FACT

Feature Attributions for ClusTering


License
LGPL-3.0

Documentation

FACT - (Feature Attributions for Clustering)

To get value from a clustering algorithm, it is important to understand the assignment procedure of an algorithm that assigns instances to clusters. FACT is an algorithm agnostic framework that provides feature attribution while preserving the integrity of the data.

Features

  • SMART (Scoring Metric After Permutation) permutes feature sets to measure the sensitivity of algorithms to changes in cluster assignments.
  • IDEA (Isolated Effect on Assignment) visualises local and global changes in cluster assignments over one- and two-dimensional feature spaces.

Installation

You can install the development version of FACT like so:

# Development version
remotes::install_github("henrifnk/FACT")

Quickstart

We want to divide American states by their standardized crime rates in 3 clusters.

library(FACT)
library(mlr3cluster)
#> Lade nötiges Paket: mlr3
attributes_scale = attributes(scale(USArrests))
Murder Assault UrbanPop Rape
Alabama 1.24 0.78 -0.52 0.00
Alaska 0.51 1.11 -1.21 2.48
Arizona 0.07 1.48 1.00 1.04
Arkansas 0.23 0.23 -1.07 -0.18
California 0.28 1.26 1.76 2.07
Colorado 0.03 0.40 0.86 1.86

USArrests Data Set

Therefore, we use a c-means algorithm from mlr3cluster.

tsk_usa = TaskClust$new(id = "usarest", backend = data.frame(scale(USArrests)))
c_lrn = lrn("clust.cmeans", centers = 3, predict_type = "prob")
c_lrn$train(tsk_usa)

Then, we create a ClustPredictor that wraps all the information needed for our methods.

predictor = ClustPredictor$new(c_lrn, data = tsk_usa$data(), y = c_lrn$model$membership)

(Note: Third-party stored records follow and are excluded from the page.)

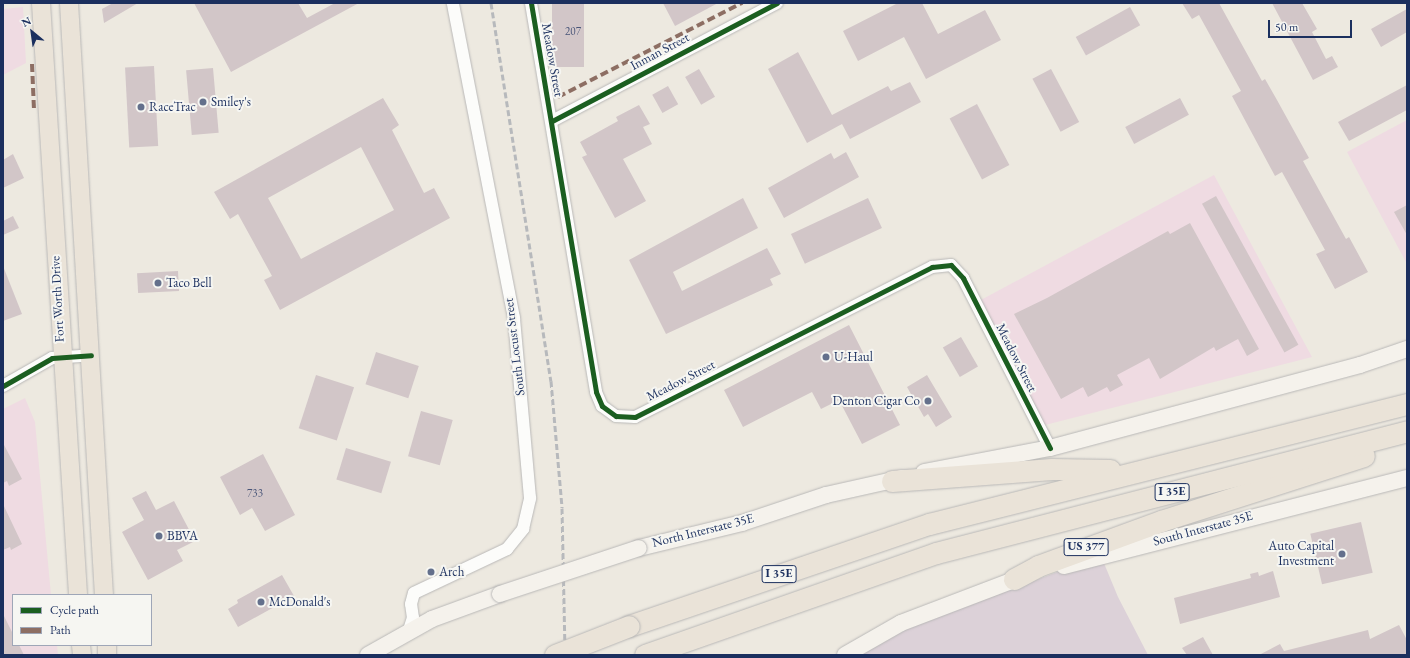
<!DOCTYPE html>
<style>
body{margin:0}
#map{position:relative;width:1410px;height:658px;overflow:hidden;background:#ede9e0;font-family:"EB Garamond",serif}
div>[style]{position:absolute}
.built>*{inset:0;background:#efdbe2}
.industrial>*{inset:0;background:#dcd1d8}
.building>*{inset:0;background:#d2c6c8;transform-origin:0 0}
.roads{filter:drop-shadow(0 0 1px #b9b8b7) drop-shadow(0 0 1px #b9b8b7)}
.street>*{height:12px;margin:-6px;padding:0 6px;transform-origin:6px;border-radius:6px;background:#fcfcfa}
.secondary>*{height:16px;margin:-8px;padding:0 8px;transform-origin:8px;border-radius:8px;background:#f5f2ec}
.primary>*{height:18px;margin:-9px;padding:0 9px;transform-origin:9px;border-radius:9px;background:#eae3d8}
.highway>*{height:21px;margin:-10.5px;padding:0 10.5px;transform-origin:10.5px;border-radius:10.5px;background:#eae3d8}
.rail>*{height:3px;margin-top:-1.5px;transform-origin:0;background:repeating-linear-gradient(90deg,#b7b9bc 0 6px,transparent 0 9px)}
.bridges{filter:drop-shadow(0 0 1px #b9b8b7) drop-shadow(0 0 1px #b9b8b7)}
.secondary-bridge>*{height:16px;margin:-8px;padding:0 8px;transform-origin:8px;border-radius:8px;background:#f5f2ec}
.highway-bridge>*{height:21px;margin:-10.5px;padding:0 10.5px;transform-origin:10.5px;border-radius:10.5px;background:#eae3d8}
.quiet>*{height:4px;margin-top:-2px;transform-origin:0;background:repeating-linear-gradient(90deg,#8d6e63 0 8px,transparent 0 12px)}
.cycleway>*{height:5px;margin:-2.5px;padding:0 2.5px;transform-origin:2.5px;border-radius:2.5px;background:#1b5e20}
.dots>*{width:11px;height:11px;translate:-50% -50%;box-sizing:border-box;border:2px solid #f6f6f2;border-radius:50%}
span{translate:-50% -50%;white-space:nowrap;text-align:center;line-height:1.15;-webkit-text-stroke:4px #f6f6f2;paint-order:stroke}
.number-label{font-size:11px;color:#495578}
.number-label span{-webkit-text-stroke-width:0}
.shield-label span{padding:1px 3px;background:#f6f6f2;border:1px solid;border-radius:3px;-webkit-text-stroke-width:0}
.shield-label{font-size:12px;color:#1b2f5e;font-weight:700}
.street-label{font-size:13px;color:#1b2f5e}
.poi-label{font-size:13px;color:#1b2f5e}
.left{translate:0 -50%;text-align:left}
.right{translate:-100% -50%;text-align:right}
.frame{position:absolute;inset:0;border:4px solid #1b2f5e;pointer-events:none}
.legend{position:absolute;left:12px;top:594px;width:140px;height:52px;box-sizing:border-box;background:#f6f6f2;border:1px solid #9ea6b7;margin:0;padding:5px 7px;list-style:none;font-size:12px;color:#1b2f5e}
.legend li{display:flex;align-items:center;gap:8px;height:20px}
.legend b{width:20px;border:1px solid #9ea6b7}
.north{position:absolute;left:12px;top:12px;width:40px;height:40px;-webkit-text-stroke:3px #f6f6f2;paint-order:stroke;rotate:331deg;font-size:11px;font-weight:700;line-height:16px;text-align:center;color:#1b2f5e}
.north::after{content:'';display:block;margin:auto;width:14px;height:18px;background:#1b2f5e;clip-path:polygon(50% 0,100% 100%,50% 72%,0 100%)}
.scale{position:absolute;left:1268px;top:20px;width:84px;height:18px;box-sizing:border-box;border:2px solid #1b2f5e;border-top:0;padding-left:5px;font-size:12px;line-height:14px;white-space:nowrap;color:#1b2f5e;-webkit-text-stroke:3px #f6f6f2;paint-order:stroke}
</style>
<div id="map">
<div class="built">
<div style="clip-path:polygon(23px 7px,26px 63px,3px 75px,3px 9px)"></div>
<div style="clip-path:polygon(1407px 120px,1407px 264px,1347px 152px)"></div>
<div style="clip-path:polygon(1214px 175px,1312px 357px,1045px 425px,979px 301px)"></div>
<div style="clip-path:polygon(25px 398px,35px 422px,51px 595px,13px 595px,13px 645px,57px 645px,58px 655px,3px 655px,3px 409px)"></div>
</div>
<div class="industrial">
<div style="clip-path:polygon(1101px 556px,1118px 597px,1148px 655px,842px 655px,869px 641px)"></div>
</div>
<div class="building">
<div style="clip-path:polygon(113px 3px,138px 3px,104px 23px,102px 9px)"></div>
<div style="clip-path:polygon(194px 3px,298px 3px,307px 18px,335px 3px,359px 3px,231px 72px)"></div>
<div style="left:552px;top:3px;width:32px;height:64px"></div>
<div style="clip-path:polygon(663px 3px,718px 3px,675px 26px)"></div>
<div style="clip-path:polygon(898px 3px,922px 3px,938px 34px,985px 10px,1001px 40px,926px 79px,904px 37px,858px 61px,843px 31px)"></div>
<div style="clip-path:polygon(1182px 3px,1219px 3px,1262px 81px,1265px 79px,1277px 100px,1309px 158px,1303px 161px,1346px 239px,1349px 237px,1368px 272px,1335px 289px,1316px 254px,1325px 250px,1282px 172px,1275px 176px,1232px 96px,1241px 91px,1199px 15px,1192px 19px)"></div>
<div style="clip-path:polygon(1272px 3px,1302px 3px,1317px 29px,1312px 32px,1326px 59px,1332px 56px,1338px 67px,1313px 80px)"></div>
<div style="left:1130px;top:7px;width:21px;height:62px;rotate:61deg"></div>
<div style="clip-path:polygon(1407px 9px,1407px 32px,1381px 47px,1371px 29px)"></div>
<div style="clip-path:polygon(798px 52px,832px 115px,888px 86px,891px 91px,910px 82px,921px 102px,850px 139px,842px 124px,807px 143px,768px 69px)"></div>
<div style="left:154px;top:66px;width:80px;height:29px;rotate:87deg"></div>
<div style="left:213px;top:68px;width:65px;height:27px;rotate:85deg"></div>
<div style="left:699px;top:69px;width:32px;height:16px;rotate:60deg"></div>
<div style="left:1051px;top:69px;width:60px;height:21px;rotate:62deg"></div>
<div style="clip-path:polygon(1407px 85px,1407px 110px,1349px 141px,1338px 122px)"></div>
<div style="left:668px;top:86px;width:21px;height:18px;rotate:61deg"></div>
<div style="clip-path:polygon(evenodd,383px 98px,399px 125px,392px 130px,424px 193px,434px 188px,450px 218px,280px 310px,264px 280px,272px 276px,238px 214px,230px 219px,214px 192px,383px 98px,361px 147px,394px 210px,301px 259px,268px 198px,361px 147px)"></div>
<div style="left:1180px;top:98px;width:19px;height:62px;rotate:62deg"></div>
<div style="left:977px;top:104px;width:69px;height:31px;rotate:62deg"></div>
<div style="clip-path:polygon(639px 105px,650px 124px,643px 127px,652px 144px,623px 159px,646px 201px,615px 218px,582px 157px,587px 155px,580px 142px,618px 121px,616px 117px)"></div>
<div style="clip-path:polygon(846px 152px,859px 177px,784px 218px,768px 188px,831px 153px,834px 159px)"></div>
<div style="clip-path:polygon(13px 154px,24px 178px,3px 188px,3px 160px)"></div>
<div style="left:1216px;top:196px;width:170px;height:16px;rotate:61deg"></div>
<div style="clip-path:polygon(743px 198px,758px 228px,673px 272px,682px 291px,767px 248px,781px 274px,770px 279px,773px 285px,666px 334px,629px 260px)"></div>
<div style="left:868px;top:198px;width:33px;height:85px;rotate:65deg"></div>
<div style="clip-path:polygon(1407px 205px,1407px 235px,1394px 212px)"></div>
<div style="clip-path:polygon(13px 216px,19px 228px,3px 235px,3px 221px)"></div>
<div style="clip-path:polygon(1190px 223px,1259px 349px,1247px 356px,1238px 339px,1216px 351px,1214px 347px,1160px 379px,1149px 358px,1117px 375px,1123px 385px,1110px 392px,1107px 387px,1088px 397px,1083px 387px,1061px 399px,1014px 314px,1047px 298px,1168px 231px,1170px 234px)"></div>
<div style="clip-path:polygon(3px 266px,22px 314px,3px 321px)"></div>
<div style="left:178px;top:271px;width:20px;height:41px;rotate:87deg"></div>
<div style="clip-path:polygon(849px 325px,900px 425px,862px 444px,839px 400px,821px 409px,812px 392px,743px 427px,724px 390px)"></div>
<div style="left:961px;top:337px;width:34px;height:21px;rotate:60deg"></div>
<div style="left:376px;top:352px;width:45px;height:34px;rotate:18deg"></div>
<div style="left:316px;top:375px;width:40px;height:56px;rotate:18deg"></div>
<div style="clip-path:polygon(927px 375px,952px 417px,936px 427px,928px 414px,924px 417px,907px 387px)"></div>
<div style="left:421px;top:411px;width:33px;height:47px;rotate:16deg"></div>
<div style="clip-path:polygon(3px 443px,22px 479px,9px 486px,7px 481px,3px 483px)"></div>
<div style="left:346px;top:448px;width:47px;height:33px;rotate:17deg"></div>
<div style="clip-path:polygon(263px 454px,295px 515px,265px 531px,252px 508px,240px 515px,220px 477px)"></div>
<div style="clip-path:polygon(146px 491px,156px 510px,174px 501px,195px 541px,177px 550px,183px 561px,148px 580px,122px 532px,144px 520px,132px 498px)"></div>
<div style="clip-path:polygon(3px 504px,22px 544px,11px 550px,10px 547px,3px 550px)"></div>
<div style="left:1361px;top:522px;width:52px;height:52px;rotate:77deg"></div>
<div style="clip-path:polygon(1273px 571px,1280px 597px,1180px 624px,1174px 598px,1251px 578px,1250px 574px,1258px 572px,1259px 576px)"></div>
<div style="clip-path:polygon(282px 575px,294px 596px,238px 627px,228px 609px,238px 603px,237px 600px)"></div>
<div style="clip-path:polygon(3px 614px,13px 634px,13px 645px,19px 645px,24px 655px,3px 655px)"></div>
<div style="clip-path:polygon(1399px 625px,1407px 640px,1407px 655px,1259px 655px,1280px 644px,1284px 651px,1368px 630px,1370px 639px)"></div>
<div style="clip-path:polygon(1203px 637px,1213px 655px,1187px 655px,1182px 648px)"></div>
</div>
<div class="roads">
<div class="street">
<div style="left:531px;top:3px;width:394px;rotate:80.5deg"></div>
<div style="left:596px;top:392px;width:15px;rotate:67deg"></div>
<div style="left:602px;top:406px;width:17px;rotate:36deg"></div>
<div style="left:616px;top:416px;width:19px;rotate:3deg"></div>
<div style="left:635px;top:417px;width:333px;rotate:-26.8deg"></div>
<div style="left:932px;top:267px;width:19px;rotate:-6deg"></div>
<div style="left:951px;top:265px;width:18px;rotate:47deg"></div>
<div style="left:963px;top:278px;width:191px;rotate:62.9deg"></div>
<div style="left:552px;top:121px;width:254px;rotate:-27.7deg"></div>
<div style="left:3px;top:386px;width:56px;rotate:-29.7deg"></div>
<div style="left:52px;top:358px;width:39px;rotate:-4deg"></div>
<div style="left:409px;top:630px;width:13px;rotate:-72deg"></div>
<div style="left:413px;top:618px;width:14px;rotate:-98deg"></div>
<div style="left:411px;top:604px;width:11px;rotate:-75deg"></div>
<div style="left:414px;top:593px;width:103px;rotate:-25.3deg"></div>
<div style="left:507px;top:549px;width:26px;rotate:-51deg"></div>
<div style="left:523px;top:529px;width:32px;rotate:-77deg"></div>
<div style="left:530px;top:498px;width:181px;rotate:-95.1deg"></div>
<div style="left:514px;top:318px;width:321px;rotate:-101deg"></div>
</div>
<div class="secondary">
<div style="left:924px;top:472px;width:128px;rotate:-10.8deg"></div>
<div style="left:1050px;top:448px;width:321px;rotate:-15deg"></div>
<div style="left:1360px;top:365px;width:50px;rotate:-18.8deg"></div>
<div style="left:639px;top:548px;width:106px;rotate:-13.6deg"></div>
<div style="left:742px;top:523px;width:89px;rotate:-18.4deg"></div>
<div style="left:826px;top:495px;width:78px;rotate:-12.6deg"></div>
<div style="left:1064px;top:566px;width:354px;rotate:-14.4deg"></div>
<div style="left:368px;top:655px;width:73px;rotate:-29.4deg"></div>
<div style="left:432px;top:619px;width:72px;rotate:-20.2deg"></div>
<div style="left:845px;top:655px;width:64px;rotate:-29.7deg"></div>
<div style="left:901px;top:623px;width:132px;rotate:-20.9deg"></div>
</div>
<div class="primary">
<div style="left:41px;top:3px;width:593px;rotate:86.42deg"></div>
<div style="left:69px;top:3px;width:593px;rotate:86.62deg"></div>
<div style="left:81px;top:645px;width:10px;rotate:84deg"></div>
<div style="left:107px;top:645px;width:10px;rotate:90deg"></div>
</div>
<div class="highway">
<div style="left:892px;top:481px;width:160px;rotate:-4.3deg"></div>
<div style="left:1052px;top:469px;width:58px;rotate:1deg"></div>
<div style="left:1014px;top:579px;width:27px;rotate:-28deg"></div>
<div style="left:1038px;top:566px;width:131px;rotate:-20.1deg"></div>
<div style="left:1161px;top:521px;width:213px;rotate:-17.8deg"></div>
<div style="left:629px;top:626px;width:317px;rotate:-18.8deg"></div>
<div style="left:929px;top:524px;width:493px;rotate:-14.1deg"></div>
<div style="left:645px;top:655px;width:308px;rotate:-19.3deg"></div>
<div style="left:936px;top:553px;width:487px;rotate:-14.5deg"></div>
</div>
</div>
<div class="rail">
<div style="left:491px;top:3px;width:383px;rotate:81deg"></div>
<div style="left:551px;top:381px;width:127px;rotate:85deg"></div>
<div style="left:562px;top:508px;width:147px;rotate:88.8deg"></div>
</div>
<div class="bridges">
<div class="secondary-bridge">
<div style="left:500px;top:594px;width:146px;rotate:-18.3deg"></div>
</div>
<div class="highway-bridge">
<div style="left:555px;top:655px;width:79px;rotate:-21.4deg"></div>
</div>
</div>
<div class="quiet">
<div style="left:32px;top:64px;width:45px;rotate:87.5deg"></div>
<div style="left:558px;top:97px;width:207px;rotate:-27.1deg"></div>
</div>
<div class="cycleway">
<div style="left:531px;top:3px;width:394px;rotate:80.5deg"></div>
<div style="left:596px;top:392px;width:15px;rotate:67deg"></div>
<div style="left:602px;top:406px;width:17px;rotate:36deg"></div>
<div style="left:616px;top:416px;width:19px;rotate:3deg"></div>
<div style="left:635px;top:417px;width:333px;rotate:-26.8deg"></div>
<div style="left:932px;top:267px;width:19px;rotate:-6deg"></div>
<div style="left:951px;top:265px;width:18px;rotate:47deg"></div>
<div style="left:963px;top:278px;width:191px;rotate:62.9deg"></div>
<div style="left:552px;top:121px;width:254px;rotate:-27.7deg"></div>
<div style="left:3px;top:386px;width:56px;rotate:-29.7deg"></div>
<div style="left:52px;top:358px;width:39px;rotate:-4deg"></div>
</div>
<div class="dots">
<div style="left:203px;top:102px;background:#64708c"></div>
<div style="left:141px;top:107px;background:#64708c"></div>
<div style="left:158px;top:283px;background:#64708c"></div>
<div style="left:826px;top:357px;background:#64708c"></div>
<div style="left:928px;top:401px;background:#64708c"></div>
<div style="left:159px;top:536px;background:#64708c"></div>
<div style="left:1342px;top:554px;background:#64708c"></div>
<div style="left:431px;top:572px;background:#64708c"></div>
<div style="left:261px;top:602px;background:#64708c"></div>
</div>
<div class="number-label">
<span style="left:573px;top:31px">207</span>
<span style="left:255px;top:493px">733</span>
</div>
<div class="shield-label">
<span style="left:1172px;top:492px">I 35E</span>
<span style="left:1086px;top:547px">US 377</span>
<span style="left:779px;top:574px">I 35E</span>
</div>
<div class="street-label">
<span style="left:660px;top:52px;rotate:-28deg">Inman Street</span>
<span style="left:552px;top:60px;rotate:80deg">Meadow Street</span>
<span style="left:58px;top:299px;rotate:-93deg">Fort Worth Drive</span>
<span style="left:515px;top:347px;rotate:-97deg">South Locust Street</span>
<span style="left:1016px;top:358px;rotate:63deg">Meadow Street</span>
<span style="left:681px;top:381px;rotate:-27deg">Meadow Street</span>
<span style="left:1203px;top:529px;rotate:-15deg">South Interstate 35E</span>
<span style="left:703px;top:531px;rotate:-14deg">North Interstate 35E</span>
</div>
<div class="poi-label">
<span class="left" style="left:211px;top:102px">Smiley's</span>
<span class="left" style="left:149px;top:107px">RaceTrac</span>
<span class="left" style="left:166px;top:283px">Taco Bell</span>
<span class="left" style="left:834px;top:357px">U-Haul</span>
<span class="right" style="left:920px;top:401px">Denton Cigar Co</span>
<span class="left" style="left:167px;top:536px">BBVA</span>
<span class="right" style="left:1334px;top:554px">Auto Capital<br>Investment</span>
<span class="left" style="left:439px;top:572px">Arch</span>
<span class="left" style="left:269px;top:602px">McDonald's</span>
</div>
<div class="frame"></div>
<ul class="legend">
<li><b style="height:5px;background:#1b5e20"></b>Cycle path</li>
<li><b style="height:5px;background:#8d6e63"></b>Path</li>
</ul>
<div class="north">N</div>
<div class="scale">50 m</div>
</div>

How does Assault effect the partitions created by c-means clustering?

The sIDEA plot shows:

  • x-Axis: The domain in the feature space of Assault were realizations of observations can be found (visualised by the geom_rug).
  • y-Axis: The associated soft labels score of cluster k, f(k).
  • solid line: The estimated marginal, global effect of a cluster k throughout feature space.
  • transparent area: 50% of the mass of individual effects. This area plots the variance in effects throughout feature space.
idea_assault = IDEA$new(predictor, "Assault", grid.size = 50)
idea_assault$plot_globals(0.5)

Short Interpretation:

  • States in cluster 1 (red) are marginally associated with the lowest Assault rate.
  • States in cluster 3 (blue) are marginally associated with a relatively low Assault rate.
  • States in cluster 2 (green) are marginally associated with a relatively high Assault rate.

Citation

If you use FACT in a scientific publication, please cite it as:

Scholbeck, C. A., Funk, H., & Casalicchio, G. (2022). Algorithm-Agnostic Interpretations for Clustering. arXiv preprint arXiv:2209.10578.

BibTeX:

@article{FACT_22,
  title={Algorithm-Agnostic Interpretations for Clustering},
  author={Scholbeck, Christian A and Funk, Henri and Casalicchio, Giuseppe},
  journal={arXiv preprint arXiv:2209.10578},
  year={2022}
}